Items from a dataset
========================================

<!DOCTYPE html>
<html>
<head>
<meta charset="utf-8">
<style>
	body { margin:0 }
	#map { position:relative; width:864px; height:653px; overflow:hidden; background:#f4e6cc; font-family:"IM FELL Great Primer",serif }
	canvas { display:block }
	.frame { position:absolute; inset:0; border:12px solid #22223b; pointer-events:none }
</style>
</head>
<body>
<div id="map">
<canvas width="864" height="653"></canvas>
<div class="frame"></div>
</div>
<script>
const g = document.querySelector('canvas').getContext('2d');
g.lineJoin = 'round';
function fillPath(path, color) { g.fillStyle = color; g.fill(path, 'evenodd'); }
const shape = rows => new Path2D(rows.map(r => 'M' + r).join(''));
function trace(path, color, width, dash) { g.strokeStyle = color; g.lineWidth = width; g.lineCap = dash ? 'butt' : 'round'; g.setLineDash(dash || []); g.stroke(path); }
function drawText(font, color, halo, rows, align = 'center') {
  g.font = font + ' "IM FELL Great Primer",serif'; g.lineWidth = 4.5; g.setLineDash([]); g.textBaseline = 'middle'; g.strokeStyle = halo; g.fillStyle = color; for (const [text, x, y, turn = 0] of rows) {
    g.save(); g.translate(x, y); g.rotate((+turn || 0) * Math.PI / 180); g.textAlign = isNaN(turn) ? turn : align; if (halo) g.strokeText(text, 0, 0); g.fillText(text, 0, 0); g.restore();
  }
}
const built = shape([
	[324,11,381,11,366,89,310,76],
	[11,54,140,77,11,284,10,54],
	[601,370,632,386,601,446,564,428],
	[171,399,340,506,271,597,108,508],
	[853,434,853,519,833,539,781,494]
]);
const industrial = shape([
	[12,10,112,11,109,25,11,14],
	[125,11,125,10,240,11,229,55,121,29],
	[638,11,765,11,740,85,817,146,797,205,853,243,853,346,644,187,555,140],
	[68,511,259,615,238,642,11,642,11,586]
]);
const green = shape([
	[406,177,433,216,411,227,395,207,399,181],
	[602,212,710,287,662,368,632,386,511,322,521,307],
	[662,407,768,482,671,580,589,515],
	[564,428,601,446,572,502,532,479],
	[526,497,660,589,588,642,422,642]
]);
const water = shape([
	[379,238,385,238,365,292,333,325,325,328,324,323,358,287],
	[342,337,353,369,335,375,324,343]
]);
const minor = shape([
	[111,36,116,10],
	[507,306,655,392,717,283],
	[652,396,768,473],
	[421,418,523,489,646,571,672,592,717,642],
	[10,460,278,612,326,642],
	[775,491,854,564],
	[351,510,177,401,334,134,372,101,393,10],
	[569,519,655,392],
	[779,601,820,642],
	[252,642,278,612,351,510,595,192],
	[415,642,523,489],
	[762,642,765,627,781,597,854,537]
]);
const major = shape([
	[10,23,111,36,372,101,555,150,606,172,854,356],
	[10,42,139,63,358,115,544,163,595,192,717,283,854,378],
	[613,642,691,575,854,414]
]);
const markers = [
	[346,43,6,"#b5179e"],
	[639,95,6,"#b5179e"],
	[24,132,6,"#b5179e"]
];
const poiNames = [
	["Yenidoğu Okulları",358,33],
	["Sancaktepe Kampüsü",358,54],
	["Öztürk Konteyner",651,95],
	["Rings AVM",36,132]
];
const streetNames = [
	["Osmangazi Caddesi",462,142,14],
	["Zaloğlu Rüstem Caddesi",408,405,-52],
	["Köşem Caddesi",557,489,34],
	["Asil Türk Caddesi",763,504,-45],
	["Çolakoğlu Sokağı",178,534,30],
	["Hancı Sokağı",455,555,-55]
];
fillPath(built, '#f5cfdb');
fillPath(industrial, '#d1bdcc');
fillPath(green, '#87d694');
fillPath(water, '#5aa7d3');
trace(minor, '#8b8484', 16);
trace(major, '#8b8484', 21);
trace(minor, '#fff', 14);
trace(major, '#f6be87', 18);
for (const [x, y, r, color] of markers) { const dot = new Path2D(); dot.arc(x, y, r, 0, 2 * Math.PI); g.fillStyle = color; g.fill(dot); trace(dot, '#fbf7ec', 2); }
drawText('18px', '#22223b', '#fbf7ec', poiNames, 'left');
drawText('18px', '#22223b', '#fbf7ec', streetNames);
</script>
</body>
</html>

========================================

• [Task details] The exercise is to copy out every line above that has the word "align" in it.

• [Solution for this task]
function drawText(font, color, halo, rows, align = 'center') {
    g.save(); g.translate(x, y); g.rotate((+turn || 0) * Math.PI / 180); g.textAlign = isNaN(turn) ? turn : align; if (halo) g.strokeText(text, 0, 0); g.fillText(text, 0, 0); g.restore();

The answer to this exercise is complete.